When writer/creator Toby Whithouse promised that Series 2 of Being Human would be dark, I thought he was just talking about content. Apparently, he was also talking about the lighting. I just watched Episode 2 and couldn’t see a thing. There were times I had to guess who was speaking because the whole show is so bloody dim. I know it’s about the lives and loves of all the things that go bump in the night, but does it always have to be night? Even in the day? I was thrilled to find the image above, because, frankly, it’s the first time I’ve ever seen the actors properly.
My quickly deteriorating eyesight aside, the story is also dark as heck, with no levity in sight. I suppose that’s the tried-and-true model for such things. You always go dark in the sequel. Look at Empire, The Dark Night, Sex and the City 2. All hopelessly bleak. Is it a bad sign, though, if I’m reaching for the razor blades and Sylvia Plath and it’s only the second episode? Everyone else on the planet has already seen Series 2, but because I’m so very bad at piracy, I’m watching the BBC America broadcast. I would like to be better at downloading, but let’s face it: it’s a miracle I manage to post here successfully on a regular basis, let alone find and download British TV shows. So, if you’ve seen the whole series, please let me know if things get a bit cheerier as we go along, or at least at the end. Go ahead, spoil me.

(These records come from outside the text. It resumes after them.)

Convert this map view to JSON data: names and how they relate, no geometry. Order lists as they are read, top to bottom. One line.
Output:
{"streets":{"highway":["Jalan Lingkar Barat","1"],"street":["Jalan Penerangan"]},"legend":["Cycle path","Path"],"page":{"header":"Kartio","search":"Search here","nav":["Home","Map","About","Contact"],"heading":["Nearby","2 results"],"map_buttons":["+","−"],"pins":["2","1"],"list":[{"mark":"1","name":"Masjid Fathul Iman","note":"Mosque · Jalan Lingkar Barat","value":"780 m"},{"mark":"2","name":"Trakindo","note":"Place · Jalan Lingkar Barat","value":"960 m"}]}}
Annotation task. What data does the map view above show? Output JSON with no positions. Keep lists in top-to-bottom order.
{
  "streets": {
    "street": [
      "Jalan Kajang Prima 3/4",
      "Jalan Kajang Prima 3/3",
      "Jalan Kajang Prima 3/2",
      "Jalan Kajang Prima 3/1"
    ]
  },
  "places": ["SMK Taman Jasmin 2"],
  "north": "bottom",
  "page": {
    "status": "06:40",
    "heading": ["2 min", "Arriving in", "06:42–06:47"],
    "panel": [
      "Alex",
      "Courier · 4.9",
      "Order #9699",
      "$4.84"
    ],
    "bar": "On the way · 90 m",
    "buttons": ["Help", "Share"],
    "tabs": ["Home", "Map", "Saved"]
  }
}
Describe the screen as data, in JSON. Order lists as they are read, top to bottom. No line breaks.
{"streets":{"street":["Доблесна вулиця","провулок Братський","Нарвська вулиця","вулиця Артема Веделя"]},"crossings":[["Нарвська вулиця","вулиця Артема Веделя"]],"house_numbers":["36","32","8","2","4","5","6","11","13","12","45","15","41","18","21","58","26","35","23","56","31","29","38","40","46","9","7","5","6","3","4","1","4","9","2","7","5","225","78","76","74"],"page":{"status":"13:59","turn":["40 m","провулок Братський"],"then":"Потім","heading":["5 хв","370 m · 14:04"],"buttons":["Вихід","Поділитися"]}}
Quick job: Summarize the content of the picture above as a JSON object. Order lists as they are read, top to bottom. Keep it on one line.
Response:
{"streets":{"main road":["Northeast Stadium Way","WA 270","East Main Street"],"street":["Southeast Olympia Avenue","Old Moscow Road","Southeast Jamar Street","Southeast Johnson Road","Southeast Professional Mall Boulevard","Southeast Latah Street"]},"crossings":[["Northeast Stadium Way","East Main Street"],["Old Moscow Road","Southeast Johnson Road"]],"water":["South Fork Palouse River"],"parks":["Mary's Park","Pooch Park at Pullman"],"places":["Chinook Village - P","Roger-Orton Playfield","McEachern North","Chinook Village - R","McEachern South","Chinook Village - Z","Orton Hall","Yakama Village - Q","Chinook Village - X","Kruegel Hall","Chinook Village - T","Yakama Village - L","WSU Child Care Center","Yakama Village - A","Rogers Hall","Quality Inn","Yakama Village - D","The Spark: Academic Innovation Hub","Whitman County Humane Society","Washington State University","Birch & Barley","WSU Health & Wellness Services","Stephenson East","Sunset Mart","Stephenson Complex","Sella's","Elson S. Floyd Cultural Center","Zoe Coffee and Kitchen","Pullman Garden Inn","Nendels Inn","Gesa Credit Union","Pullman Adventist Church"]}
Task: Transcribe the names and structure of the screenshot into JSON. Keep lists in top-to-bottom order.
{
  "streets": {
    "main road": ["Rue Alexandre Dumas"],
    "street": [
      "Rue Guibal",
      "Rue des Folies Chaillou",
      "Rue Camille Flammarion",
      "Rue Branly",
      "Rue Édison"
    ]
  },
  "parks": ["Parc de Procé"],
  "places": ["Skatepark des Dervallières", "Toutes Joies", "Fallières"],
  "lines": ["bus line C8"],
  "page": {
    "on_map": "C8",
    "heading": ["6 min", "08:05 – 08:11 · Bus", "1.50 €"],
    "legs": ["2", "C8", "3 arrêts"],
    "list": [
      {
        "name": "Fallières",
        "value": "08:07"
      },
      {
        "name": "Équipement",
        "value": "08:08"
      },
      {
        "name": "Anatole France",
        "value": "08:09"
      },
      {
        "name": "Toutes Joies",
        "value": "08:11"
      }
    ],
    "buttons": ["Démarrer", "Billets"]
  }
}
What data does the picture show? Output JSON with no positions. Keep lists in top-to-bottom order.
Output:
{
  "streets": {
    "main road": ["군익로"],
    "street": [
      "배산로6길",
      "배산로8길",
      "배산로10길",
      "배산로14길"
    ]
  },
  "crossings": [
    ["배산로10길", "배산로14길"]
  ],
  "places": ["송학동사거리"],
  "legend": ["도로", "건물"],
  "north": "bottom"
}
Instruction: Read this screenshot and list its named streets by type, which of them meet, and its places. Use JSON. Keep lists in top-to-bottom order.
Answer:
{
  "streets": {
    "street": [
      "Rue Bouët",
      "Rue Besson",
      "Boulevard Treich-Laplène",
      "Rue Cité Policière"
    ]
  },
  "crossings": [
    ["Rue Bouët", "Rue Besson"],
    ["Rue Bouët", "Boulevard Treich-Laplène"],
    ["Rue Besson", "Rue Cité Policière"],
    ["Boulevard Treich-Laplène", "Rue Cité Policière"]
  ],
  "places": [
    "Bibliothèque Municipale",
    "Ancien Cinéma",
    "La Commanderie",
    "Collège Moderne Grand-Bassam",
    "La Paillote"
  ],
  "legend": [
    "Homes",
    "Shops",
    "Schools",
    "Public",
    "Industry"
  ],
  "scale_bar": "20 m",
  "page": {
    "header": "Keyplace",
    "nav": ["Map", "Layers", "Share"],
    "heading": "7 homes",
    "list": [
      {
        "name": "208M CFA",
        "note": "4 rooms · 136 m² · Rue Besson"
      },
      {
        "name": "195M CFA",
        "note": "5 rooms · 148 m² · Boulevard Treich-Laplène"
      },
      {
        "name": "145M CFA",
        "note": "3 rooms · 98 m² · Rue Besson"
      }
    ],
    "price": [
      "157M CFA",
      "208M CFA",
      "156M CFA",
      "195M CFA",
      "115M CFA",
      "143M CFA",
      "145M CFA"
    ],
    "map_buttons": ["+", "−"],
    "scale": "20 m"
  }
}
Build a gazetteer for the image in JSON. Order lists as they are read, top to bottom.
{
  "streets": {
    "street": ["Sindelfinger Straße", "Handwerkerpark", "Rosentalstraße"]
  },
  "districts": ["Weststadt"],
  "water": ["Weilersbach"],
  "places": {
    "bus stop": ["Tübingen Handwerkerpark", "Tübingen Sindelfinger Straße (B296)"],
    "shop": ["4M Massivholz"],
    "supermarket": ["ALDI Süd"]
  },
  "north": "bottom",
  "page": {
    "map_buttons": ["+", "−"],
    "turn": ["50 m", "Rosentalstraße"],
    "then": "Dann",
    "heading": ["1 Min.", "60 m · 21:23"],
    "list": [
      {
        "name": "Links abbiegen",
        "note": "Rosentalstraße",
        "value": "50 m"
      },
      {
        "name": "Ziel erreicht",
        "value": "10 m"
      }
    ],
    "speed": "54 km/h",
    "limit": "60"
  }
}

However, if you’re like me (and why not?), and you’re watching along on BBC America, here’s a brief recap. George killed Herrick and unleashed a little more of his inner wolf (but still cries a lot). Nina‘s got the curse, but instead of being angry, she’s just really passive-aggressive about it. Frankly, I’d be thrilled for the opportunity to live with Russell Tovey, but the garden gnome wallpaper in his bedroom has got to go. Vampires, werewolves and ghosts I can deal with, but those gnomes are just creepy. Speaking of ghosts, Annie somehow lost her hard-earned badassery from the end of last season and is all goofiness and giggles and working at a local pub, which is always desserted, so they never have to pay any extras. The great beyond, however, is not too happy she’s living life to the fullest, so they’re sending cute guys to try to drag her into the great void. Oh, honey, we’ve all been there. Mitchell sees how horrific his flatmates’ love lives are, so he decides to try one for himself, making clumsy advances towards Cleopatra. Well, I call her Cleopatra, because the character is played by the actress who played Cleo in Rome. Meanwhile, the vamp world is in chaos, with no leader, and their human allies deserting them, while some religious wacko named Kemp is spying on our monstrous trio and euthanizing werewolves. Only, “euthanizing” sounds so peaceful. He’s blowing them up.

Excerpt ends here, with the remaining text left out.